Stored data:
- - - -
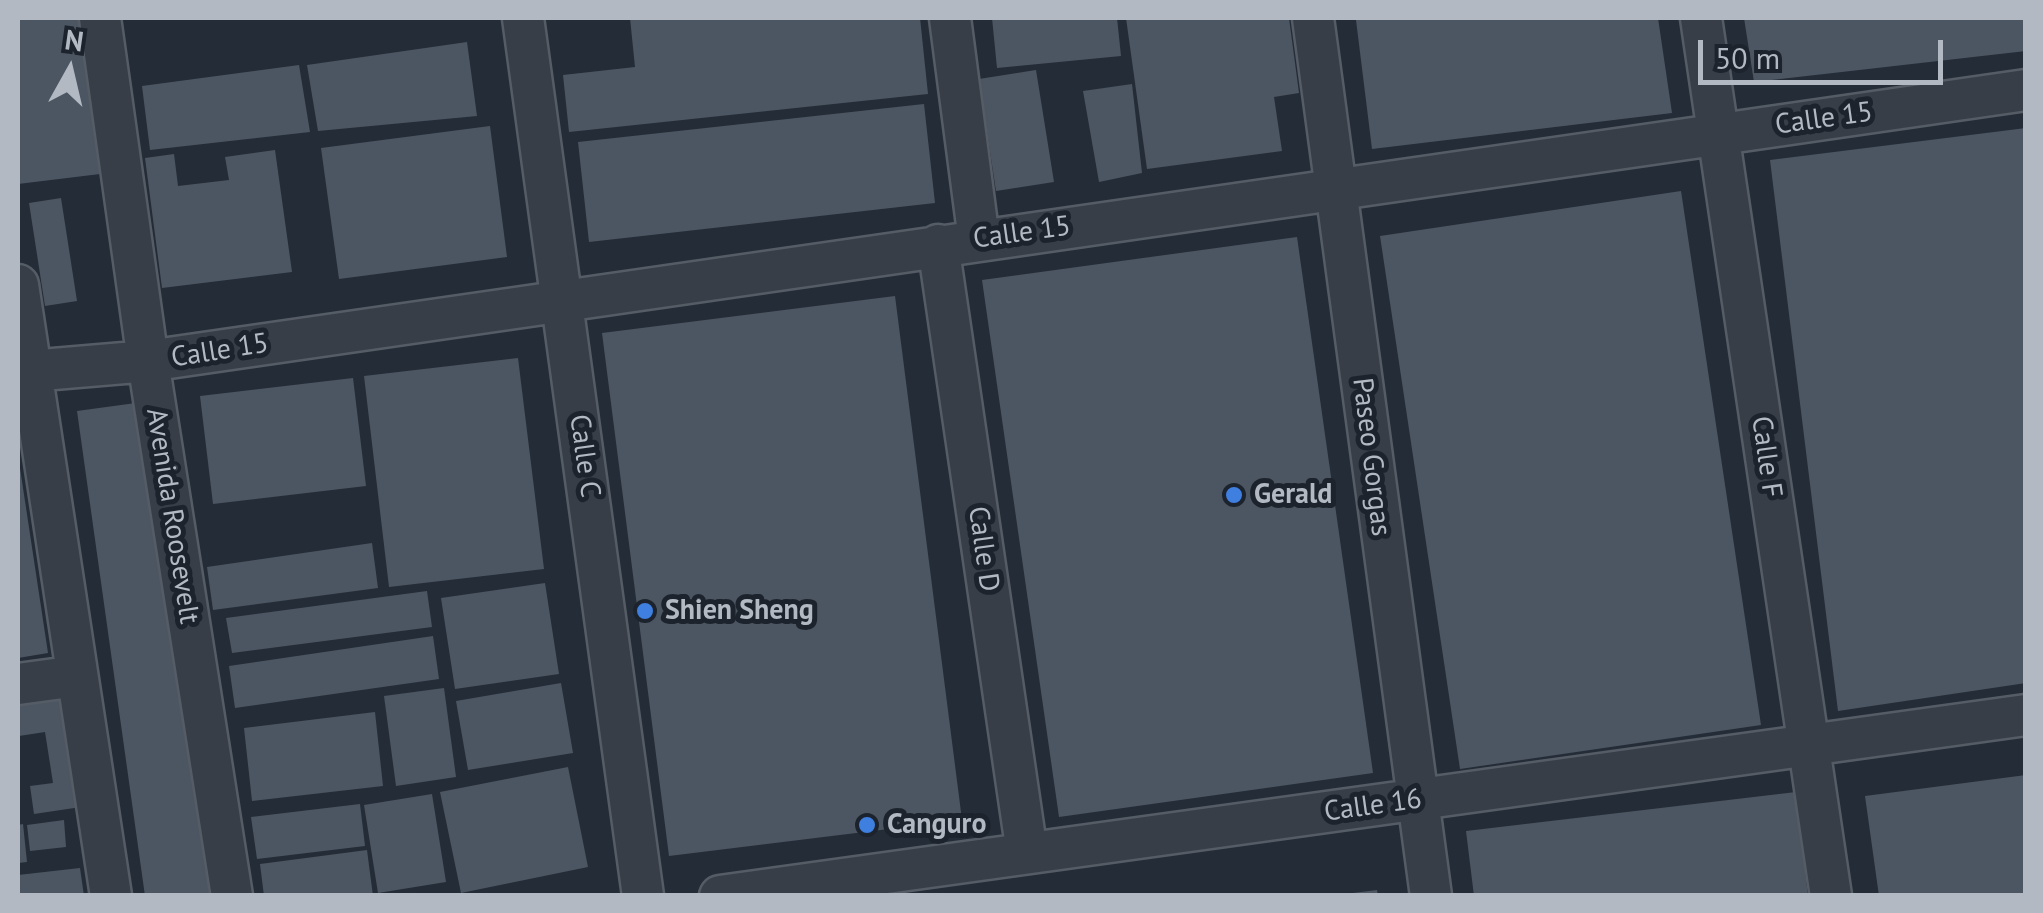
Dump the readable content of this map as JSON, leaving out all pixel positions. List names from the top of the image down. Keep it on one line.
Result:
{"streets":{"street":["Calle 15","Calle C","Paseo Gorgas","Calle F","Avenida Roosevelt","Calle D","Calle 16"]},"crossings":[["Calle 15","Calle C"],["Calle 15","Paseo Gorgas"],["Calle 15","Calle F"],["Calle 15","Avenida Roosevelt"],["Calle 15","Calle D"],["Paseo Gorgas","Calle 16"],["Calle F","Calle 16"],["Calle D","Calle 16"]],"places":["Gerald","Shien Sheng","Canguro"],"scale_bar":"50 m","north":"top"}
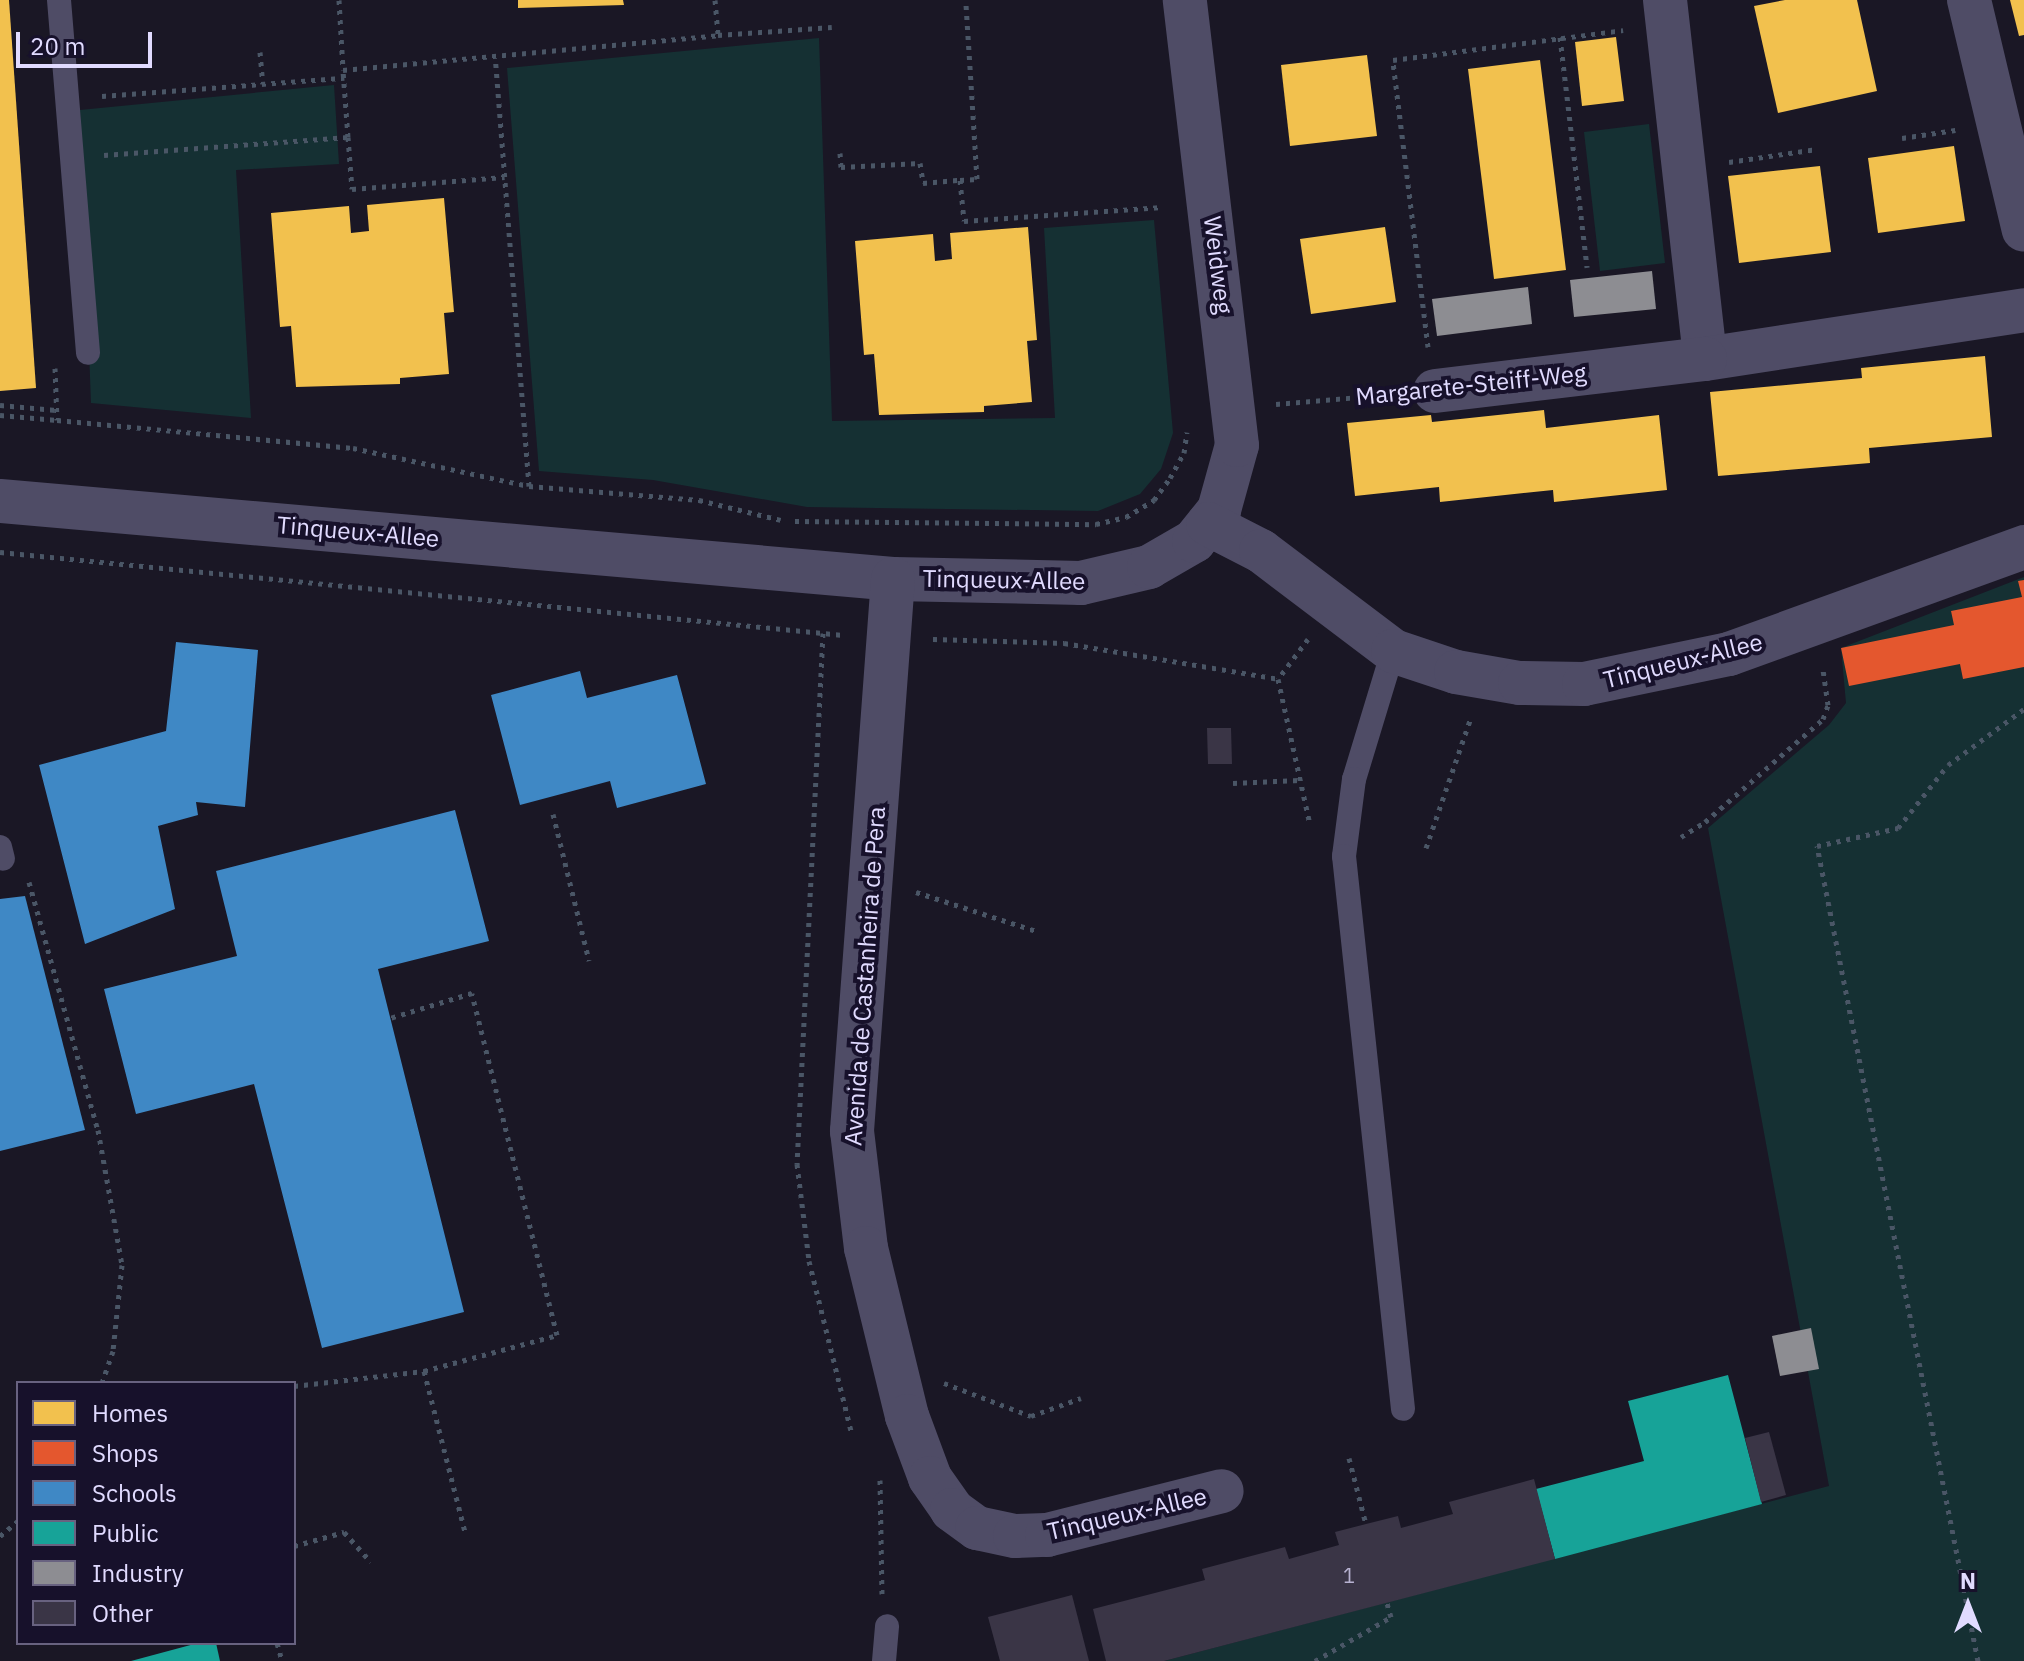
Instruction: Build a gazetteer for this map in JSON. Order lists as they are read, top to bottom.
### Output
{
  "streets": {
    "street": [
      "Weidweg",
      "Margarete-Steiff-Weg",
      "Tinqueux-Allee",
      "Avenida de Castanheira de Pera"
    ]
  },
  "crossings": [
    ["Weidweg", "Margarete-Steiff-Weg"],
    ["Weidweg", "Tinqueux-Allee"],
    ["Tinqueux-Allee", "Avenida de Castanheira de Pera"]
  ],
  "house_numbers": ["1"],
  "legend": [
    "Homes",
    "Shops",
    "Schools",
    "Public",
    "Industry",
    "Other"
  ],
  "scale_bar": "20 m",
  "north": "top"
}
- - - -
Your instructions
From first line to last, return the records verbatim without their pictures.

Exercise result
Dump the readable content of this map as JSON, leaving out all pixel positions. List names from the top of the image down. Keep it on one line.
Result:
{"streets":{"street":["Calle 15","Calle C","Paseo Gorgas","Calle F","Avenida Roosevelt","Calle D","Calle 16"]},"crossings":[["Calle 15","Calle C"],["Calle 15","Paseo Gorgas"],["Calle 15","Calle F"],["Calle 15","Avenida Roosevelt"],["Calle 15","Calle D"],["Paseo Gorgas","Calle 16"],["Calle F","Calle 16"],["Calle D","Calle 16"]],"places":["Gerald","Shien Sheng","Canguro"],"scale_bar":"50 m","north":"top"}
Instruction: Build a gazetteer for this map in JSON. Order lists as they are read, top to bottom.
### Output
{
  "streets": {
    "street": [
      "Weidweg",
      "Margarete-Steiff-Weg",
      "Tinqueux-Allee",
      "Avenida de Castanheira de Pera"
    ]
  },
  "crossings": [
    ["Weidweg", "Margarete-Steiff-Weg"],
    ["Weidweg", "Tinqueux-Allee"],
    ["Tinqueux-Allee", "Avenida de Castanheira de Pera"]
  ],
  "house_numbers": ["1"],
  "legend": [
    "Homes",
    "Shops",
    "Schools",
    "Public",
    "Industry",
    "Other"
  ],
  "scale_bar": "20 m",
  "north": "top"
}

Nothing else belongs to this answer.